Basically I have two shocks: $\varepsilon_{1t}$ has constant volatility $E[\varepsilon_{1t}^2]$ = $\sigma^2_1$ while $\varepsilon_{2t}$ has time varying volatility $E[\varepsilon_{2t}^2]$ = $\sigma^2_{2,t}$. I further assume that:
$E[\varepsilon_{it}|\varepsilon_{jt}]=0$ for $j \neq i$ and every t
$E[\varepsilon_{it}|\varepsilon_{ks}]=0$ fo every $k$ and $s \neq t$
I am struggling to derive these quantities:
$cov(\varepsilon_{1t}^2, \varepsilon_{1t-p}^2)$
$cov(\varepsilon_{1t}^2, \varepsilon_{1t-p} \varepsilon_{2t-p})$
$cov(\varepsilon_{1t}^2,\varepsilon_{2t-p}^2)$
$cov(\varepsilon_{2t}^2,\varepsilon_{1t-p}^2)$
$cov(\varepsilon_{1t}\varepsilon_{2t},\varepsilon_{1t-p}^2)$
$cov(\varepsilon_{1t}\varepsilon_{2t}, \varepsilon_{1t-p}\varepsilon_{2t-p} )$
From the paper it seems that all these quantities are equal to 0, to get the two equations at the bottom. I don't understand why.

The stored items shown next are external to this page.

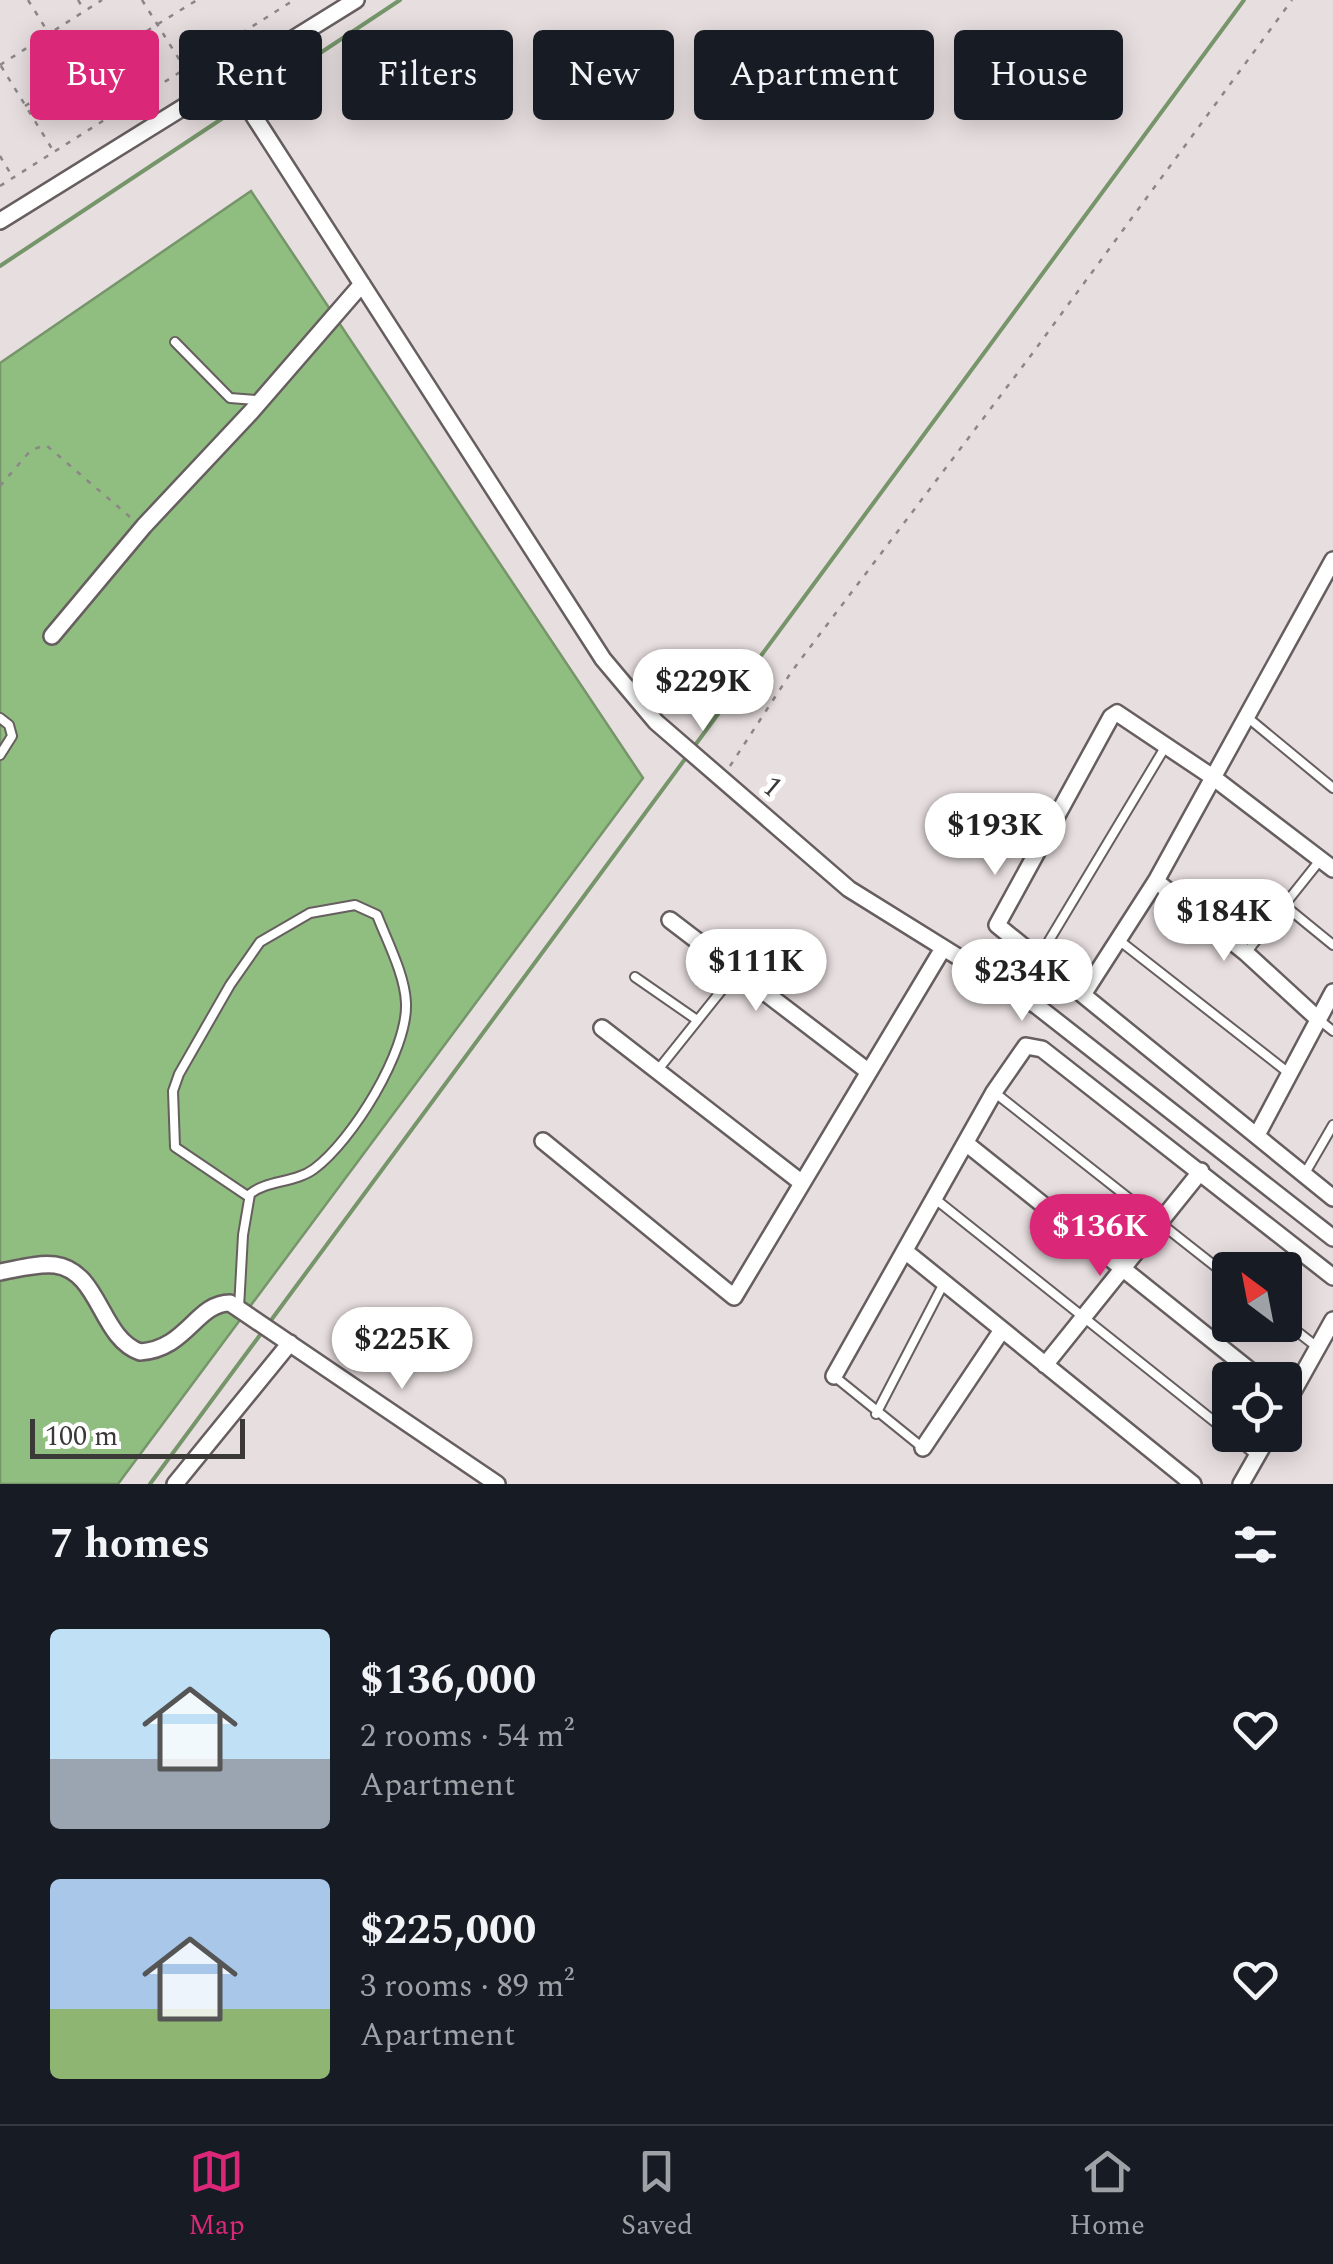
<!DOCTYPE html>
<html lang="en">
<head>
<meta charset="utf-8">
<style>
	body { margin:0; font-family:Spectral,serif; background:#20242c; color:#f1f3f6; height:100vh; display:flex; flex-direction:column; font-size:38px; white-space:nowrap }
	* { box-sizing:border-box; margin:0 }
	p { font-size:32px; color:#9ea1a6 }
	.icon { flex:none; width:55px; height:55px; fill:none; stroke:currentColor; stroke-width:2; stroke-linecap:round; stroke-linejoin:round }
	.map { position:relative; height:1484px; overflow:hidden }
	.panel { display:flex; flex-direction:column; background:#171b24; flex:1 }
	.panel>* { flex:none }
	.top-card { position:absolute; left:30px; top:30px; width:1275px; height:90px; display:flex; gap:20px }
	.needle { width:65px; rotate:328deg }
	.tools { position:absolute; left:1212px; top:1252px; display:grid; gap:20px }
	.tools a { display:grid; place-items:center; width:90px; height:90px; border-radius:10px; background:#171b24; box-shadow:0 5px 25px #0003; font-size:50px }
	.scale { position:absolute; left:30px; bottom:25px; width:215px; box-sizing:border-box; padding-left:10px; border:5px solid #3b3838; border-top:0; font-size:28px; line-height:35px; white-space:nowrap; color:#3b3838; -webkit-text-stroke:8px #fff; paint-order:stroke }
	.price { position:absolute; translate:-50% -85px; padding:0 22px; border-radius:35px; background:#fff; color:#222; font-size:32px; line-height:65px; filter:drop-shadow(0 2px 5px #0008) }
	.price::after { content:''; position:absolute; left:50%; top:60px; width:30px; height:22px; margin-left:-15px; background:inherit; clip-path:polygon(0 0,100% 0,50% 100%) }
	.price.selected { background:#db2777; color:#fff }
	ul { padding:0; list-style:none }
	li { display:flex; align-items:center; gap:30px; height:250px; padding:0 50px }
	li span { display:grid; place-items:center; flex:none; width:280px; height:200px; border-radius:10px; color:#555 }
	li>.icon { margin-inline-start:auto }
	span .icon { width:120px; height:120px; fill:#fffc; stroke-width:1 }
	li b { font-size:42px }
	h2 { display:flex; justify-content:space-between; align-items:center; height:120px; padding:0 50px; font-size:42px }
	.pill { padding:0 35px; border-radius:10px; background:#171b24; box-shadow:0 5px 25px #0003; font-size:35px; line-height:90px }
	.pill.selected { background:#db2777; color:#fff }
	.tab-bar { display:flex; justify-content:space-around; align-items:center; height:140px; border-top:2px solid #363941; background:#171b24; font-size:28px; color:#9ea1a6 }
	.tab-bar a { display:grid; justify-items:center; gap:5px }
	.tab-bar .selected { color:#db2777 }
	.map>svg:first-child { display:block }
	.water { fill:#90bd80; stroke:#76956a; stroke-width:2.5 }
	.lines { fill:none; stroke-linecap:round; stroke-linejoin:round }
	.stream { stroke:#76956a; stroke-width:4 }
	.service-casing { stroke:#665e5f; stroke-width:12 }
	.minor-casing { stroke:#665e5f; stroke-width:20 }
	.path { stroke:#8c8687; stroke-width:2.5; stroke-dasharray:5 8; stroke-linecap:butt }
	.service { stroke:#fff; stroke-width:8 }
	.minor { stroke:#fff; stroke-width:15 }
	.labels { text-anchor:middle; dominant-baseline:central; stroke-width:10; stroke-linejoin:round; paint-order:stroke }
	.street-label { font-size:30px; fill:#3b3838; stroke:#fff }
</style>
</head>
<body>
<div class="map">
<svg width="1333" height="1484" viewBox="0 0 1333 1484">
	<rect width="100%" height="100%" fill="#e7dedf"/>
	<!-- water -->
	<path class="water" d="M 251,191 L 643,778 L 118,1484 L 0,1484 L 0,363 Z"/>
	<g class="lines">
		<!-- stream -->
		<path class="stream" d="M 269,87 L 400,0
			M 0,266 L 223,118
			M 693,748 L 1244,0
			M 269,1323 L 688,755
			M 150,1484 L 263,1331"/>
		<!-- service casing -->
		<g class="service-casing">
			<path id="service" d="M 175,342 L 230,398 L 256,400
				M 1247,717 L 1333,788
				M 0,718 L 9,725 L 12,736 L 0,755
				M 1284,905 L 1333,945
				M 1120,941 L 1290,1074
				M 1246,953 L 1321,859
				M 1038,959 L 1167,744
				M 635,977 L 697,1020
				M 1318,1019 L 1333,1031
				M 657,1071 L 737,971
				M 994,1092 L 1230,1278
				M 1304,1175 L 1333,1125
				M 934,1198 L 1230,1434
				M 239,1308 L 243,1235 L 250,1194 C 267,1180 295,1183 314,1169 C 352,1141 408,1051 406,1003 C 405,975 387,941 377,915 L 355,905 L 310,913 L 260,942 L 230,985 L 179,1074 L 173,1091 L 175,1147 L 249,1197
				M 1285,1322 L 1317,1347
				M 834,1376 L 923,1448
				M 876,1414 L 944,1283
				M 1231,1435 L 1257,1456"/>
		</g>
		<!-- minor casing -->
		<g class="minor-casing">
			<path id="minor" d="M 230,79 L 603,659 L 656,722 L 849,889 L 1037,1006 L 1333,1238
				M 0,221 L 356,0
				M 52,636 L 144,526 L 251,412 L 362,284
				M 1333,869 L 1214,778 L 1117,713 L 1111,717 L 997,925 L 1333,1198
				M 1156,881 L 1246,953 L 1318,1019
				M 670,920 L 869,1072
				M 1084,993 L 1156,881 L 1333,560
				M 602,1028 L 802,1183
				M 1257,1135 L 1333,992
				M 543,1141 L 734,1297 L 942,950
				M 967,1144 L 1262,1380
				M 905,1251 L 1193,1484
				M 0,1272 C 17,1269 37,1263 55,1265 C 100,1271 100,1338 140,1352 C 187,1349 196,1303 230,1303 L 497,1484
				M 1045,1365 L 1201,1171
				M 834,1376 L 994,1092 L 1026,1046 L 1042,1049 L 1333,1277
				M 1285,1406 L 1333,1320
				M 923,1448 L 1002,1330
				M 175,1484 L 290,1343
				M 1241,1484 L 1269,1435"/>
		</g>
		<!-- path -->
		<path class="path" d="M 28,0 L 48,32
			M 78,0 L 85,11
			M 142,0 L 184,67
			M 0,65 L 102,0
			M 1,66 L 54,152
			M 25,106 L 197,0
			M 0,156 L 12,176
			M 0,186 L 294,0
			M 0,486 L 31,450 L 46,445 L 130,517
			M 730,766 L 792,671 L 1029,358 L 1292,0"/>
		<!-- service -->
		<use href="#service" class="service"/>
		<!-- minor -->
		<use href="#minor" class="minor"/>
	</g>
	<g class="labels">
		<!-- street labels -->
		<g class="street-label">
			<text transform="translate(772 787) rotate(40)">1</text>
		</g>
	</g>
</svg>
<div class="tools">
<a><svg class="needle" viewBox="-14 -14 28 28"><path d="M0-13l5 13h-10z" fill="#e53935"/><path d="M0 13l5-13h-10z" fill="#9ea1a6"/></svg></a>
<a><svg class="icon" aria-label="locate" viewBox="0 0 24 24"><circle cx="12" cy="12" r="6"/><path d="M12 2v4M12 18v4M2 12h4M18 12h4"/></svg></a>
</div>
<div class="scale">100 m</div>
<b class="price" style="left:703px;top:734px">$229K</b>
<b class="price" style="left:995px;top:878px">$193K</b>
<b class="price" style="left:1224px;top:964px">$184K</b>
<b class="price" style="left:756px;top:1014px">$111K</b>
<b class="price" style="left:1022px;top:1024px">$234K</b>
<b class="price selected" style="left:1100px;top:1279px">$136K</b>
<b class="price" style="left:402px;top:1392px">$225K</b>
<div class="top-card">
<a class="pill selected">Buy</a>
<a class="pill">Rent</a>
<a class="pill">Filters</a>
<a class="pill">New</a>
<a class="pill">Apartment</a>
<a class="pill">House</a>
</div>
</div>
<section class="panel">
<h2>7 homes<svg class="icon" aria-label="filters" viewBox="0 0 24 24"><path d="M4 7h16M4 17h16"/><circle cx="9" cy="7" r="2"/><circle cx="15" cy="17" r="2"/></svg></h2>
<ul>
<li><span style="background:linear-gradient(#bfe0f5 65%,#9aa5b1 0)"><svg class="icon" aria-label="home" viewBox="0 0 24 24"><path d="M3 11l9-7 9 7M6 9v11h12V9"/></svg></span><div><b>$136,000</b><p>2 rooms · 54 m²</p><p>Apartment</p></div><svg class="icon" aria-label="heart" viewBox="0 0 24 24"><path d="M12 20l-8-8c-3-5 5-10 8-4 3-6 11-1 8 4z"/></svg></li>
<li><span style="background:linear-gradient(#a9c7e8 65%,#8fb573 0)"><svg class="icon" aria-label="home" viewBox="0 0 24 24"><path d="M3 11l9-7 9 7M6 9v11h12V9"/></svg></span><div><b>$225,000</b><p>3 rooms · 89 m²</p><p>Apartment</p></div><svg class="icon" aria-label="heart" viewBox="0 0 24 24"><path d="M12 20l-8-8c-3-5 5-10 8-4 3-6 11-1 8 4z"/></svg></li>
</ul>
</section>
<nav class="tab-bar">
<a class="selected"><svg class="icon" aria-label="map" viewBox="0 0 24 24"><path d="M3 6l6-2 6 2 6-2v14l-6 2-6-2-6 2zM9 4v14M15 6v14"/></svg>Map</a>
<a><svg class="icon" aria-label="saved" viewBox="0 0 24 24"><path d="M7 4h10v16l-5-4-5 4z"/></svg>Saved</a>
<a><svg class="icon" aria-label="home" viewBox="0 0 24 24"><path d="M3 11l9-7 9 7M6 9v11h12V9"/></svg>Home</a>
</nav>
</body>
</html>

For the first quantity I have $cov(\varepsilon_{1t}^2, \varepsilon_{1t-p}^2)= E[\varepsilon_{1t}^2\varepsilon_{1t-p}^2] - (\sigma^2_1)^2$ but it is not clear to me how to show that $E[\varepsilon_{1t}^2\varepsilon_{1t-p}^2] = (\sigma^2_1)^2 $ to obtain 0.
Similarly for the other quantities, why $E[\varepsilon_{1t}^2\varepsilon_{1t-p} \varepsilon_{2t-p}]$ would be equal to 0?